* _Task material_:

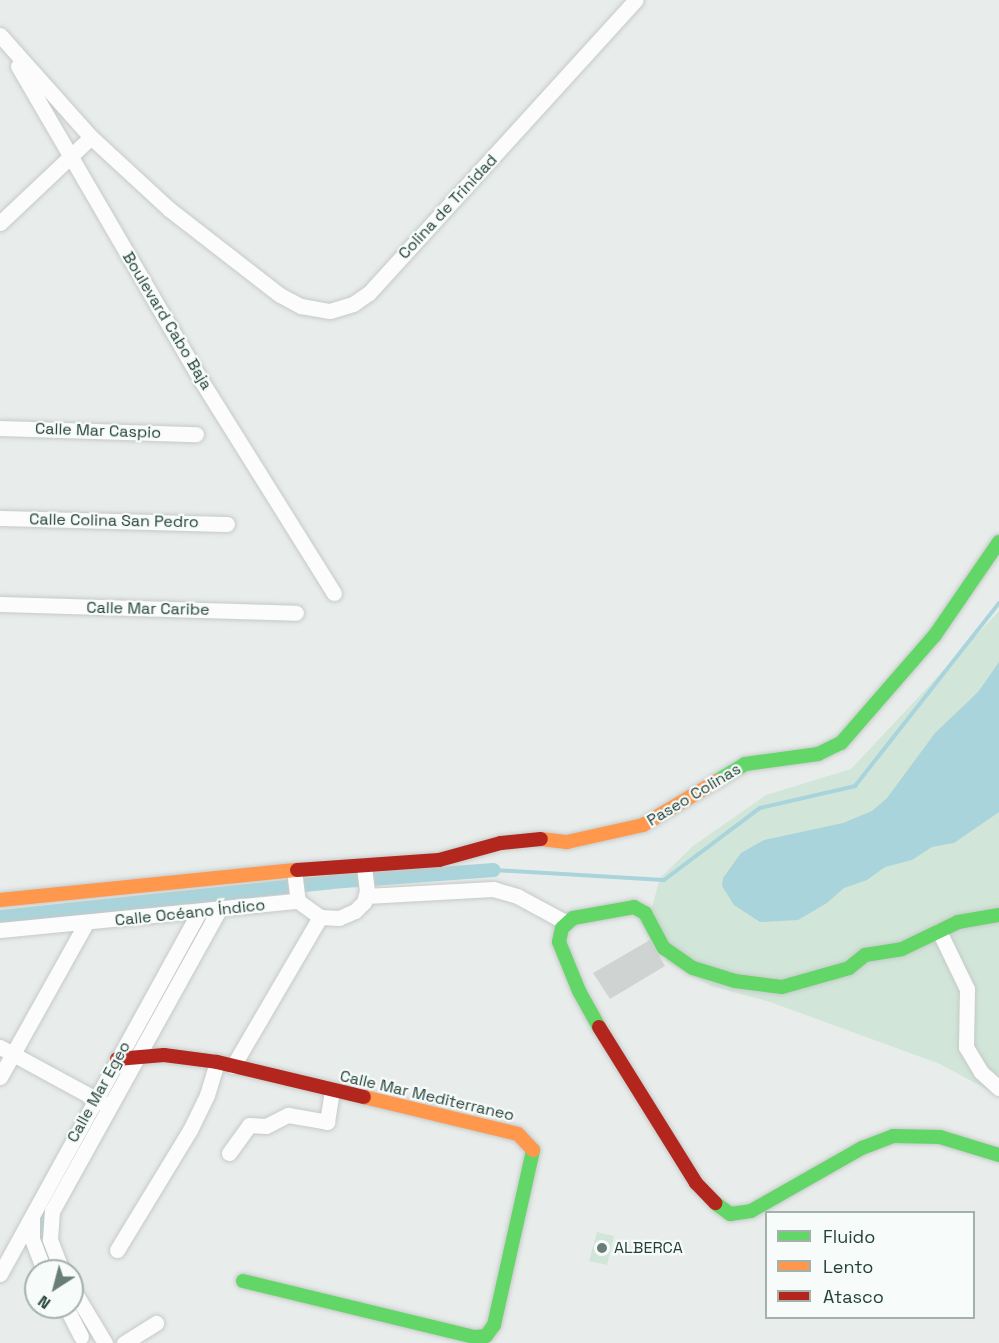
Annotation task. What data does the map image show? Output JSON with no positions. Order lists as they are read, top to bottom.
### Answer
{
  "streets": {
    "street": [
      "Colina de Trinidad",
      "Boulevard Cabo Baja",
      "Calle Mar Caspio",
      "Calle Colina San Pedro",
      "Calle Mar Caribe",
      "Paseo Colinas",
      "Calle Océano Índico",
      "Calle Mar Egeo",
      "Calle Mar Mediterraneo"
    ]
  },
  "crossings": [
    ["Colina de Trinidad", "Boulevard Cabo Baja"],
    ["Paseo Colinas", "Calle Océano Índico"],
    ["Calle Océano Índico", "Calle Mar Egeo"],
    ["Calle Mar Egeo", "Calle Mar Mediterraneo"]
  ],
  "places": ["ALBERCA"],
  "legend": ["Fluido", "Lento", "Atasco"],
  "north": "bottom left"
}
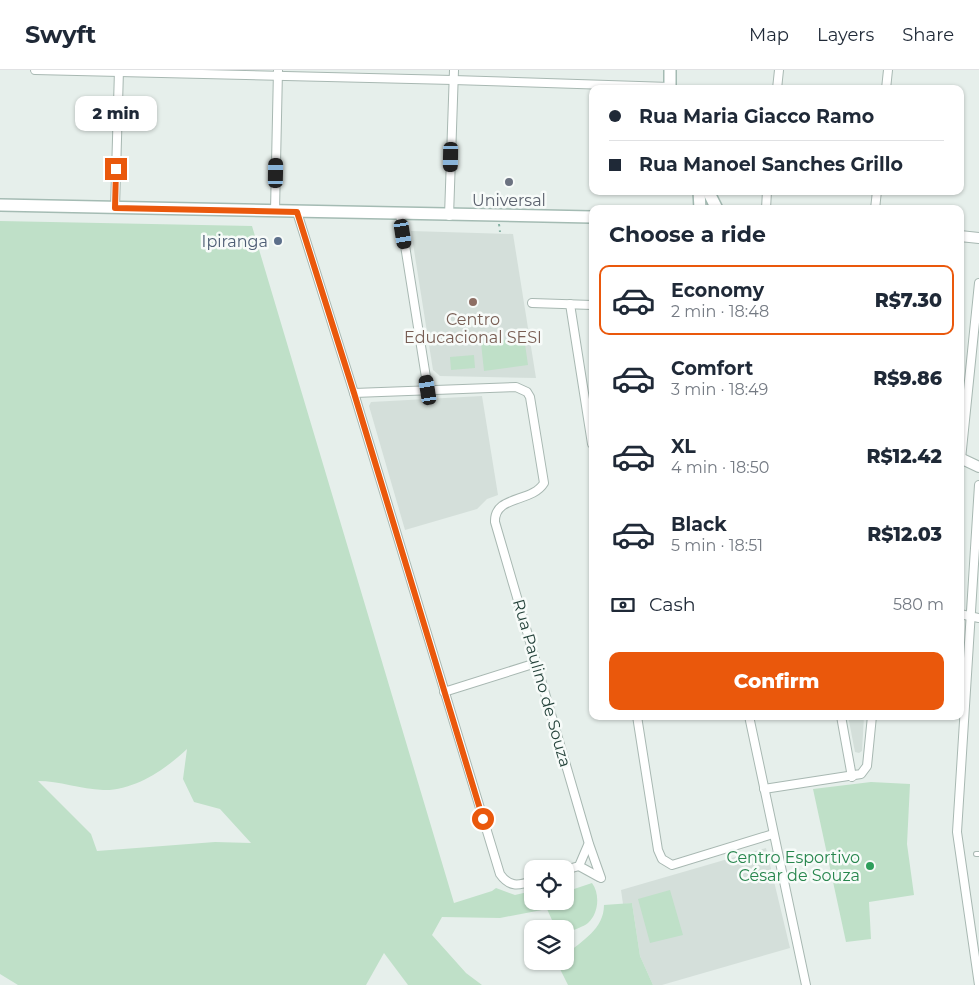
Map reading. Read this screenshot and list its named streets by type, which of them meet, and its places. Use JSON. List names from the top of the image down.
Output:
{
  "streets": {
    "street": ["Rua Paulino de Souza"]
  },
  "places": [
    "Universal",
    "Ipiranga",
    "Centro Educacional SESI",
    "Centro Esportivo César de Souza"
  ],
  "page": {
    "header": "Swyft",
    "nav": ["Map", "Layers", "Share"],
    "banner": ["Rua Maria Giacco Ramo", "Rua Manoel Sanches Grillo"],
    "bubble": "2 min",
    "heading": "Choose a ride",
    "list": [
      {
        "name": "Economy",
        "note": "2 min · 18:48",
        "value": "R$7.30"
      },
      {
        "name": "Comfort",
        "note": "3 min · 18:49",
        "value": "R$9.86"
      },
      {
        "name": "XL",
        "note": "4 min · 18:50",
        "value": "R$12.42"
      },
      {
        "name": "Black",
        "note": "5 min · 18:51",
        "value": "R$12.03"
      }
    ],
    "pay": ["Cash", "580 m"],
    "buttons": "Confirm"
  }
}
* * *
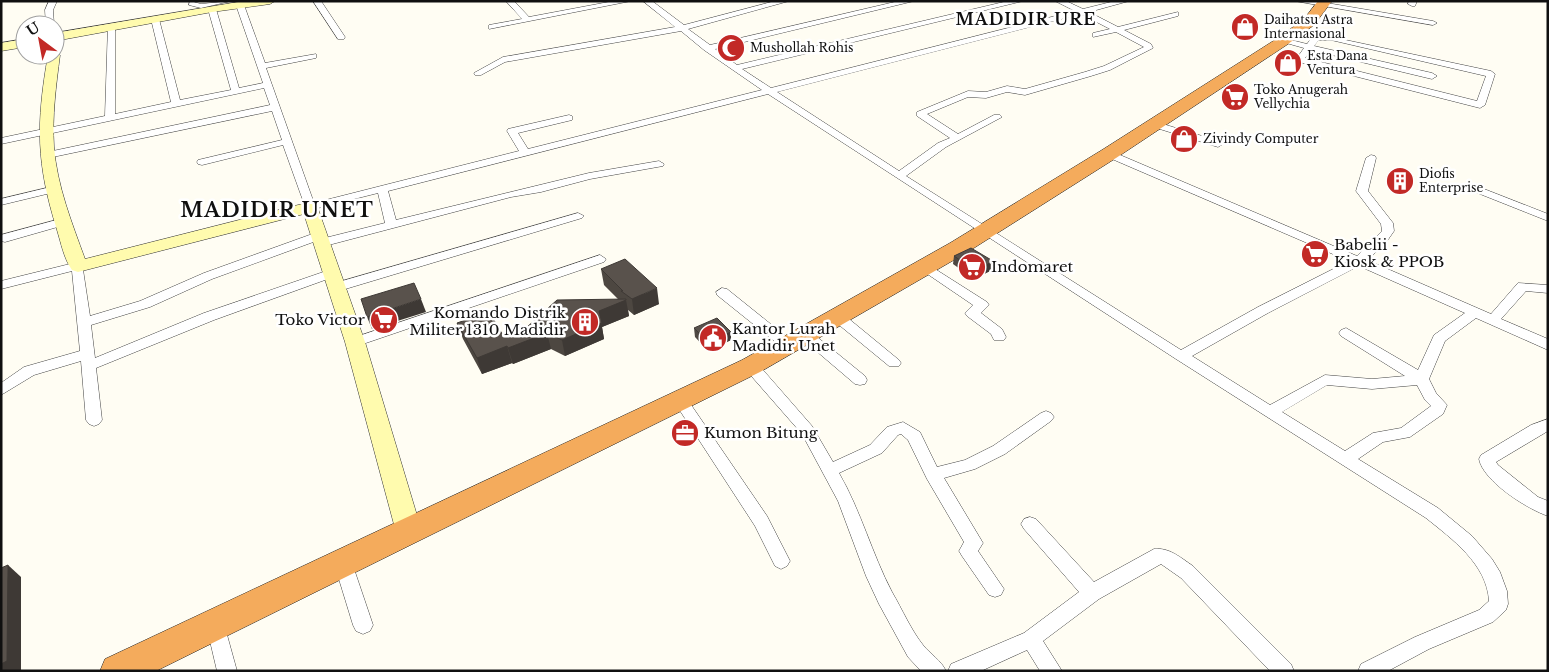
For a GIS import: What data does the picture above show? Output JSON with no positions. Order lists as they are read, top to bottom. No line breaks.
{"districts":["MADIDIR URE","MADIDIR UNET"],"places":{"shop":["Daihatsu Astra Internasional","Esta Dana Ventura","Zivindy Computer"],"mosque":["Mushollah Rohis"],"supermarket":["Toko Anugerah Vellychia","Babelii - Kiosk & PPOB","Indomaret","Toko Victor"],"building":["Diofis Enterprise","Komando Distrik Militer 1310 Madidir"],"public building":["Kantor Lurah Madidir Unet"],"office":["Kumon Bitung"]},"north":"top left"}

* _Task details_: From the data above, copy each line that has the string "image".

* _Result for this task_:
Annotation task. What data does the map image show? Output JSON with no positions. Order lists as they are read, top to bottom.
Map reading. Read this screenshot and list its named streets by type, which of them meet, and its places. Use JSON. List names from the top of the image down.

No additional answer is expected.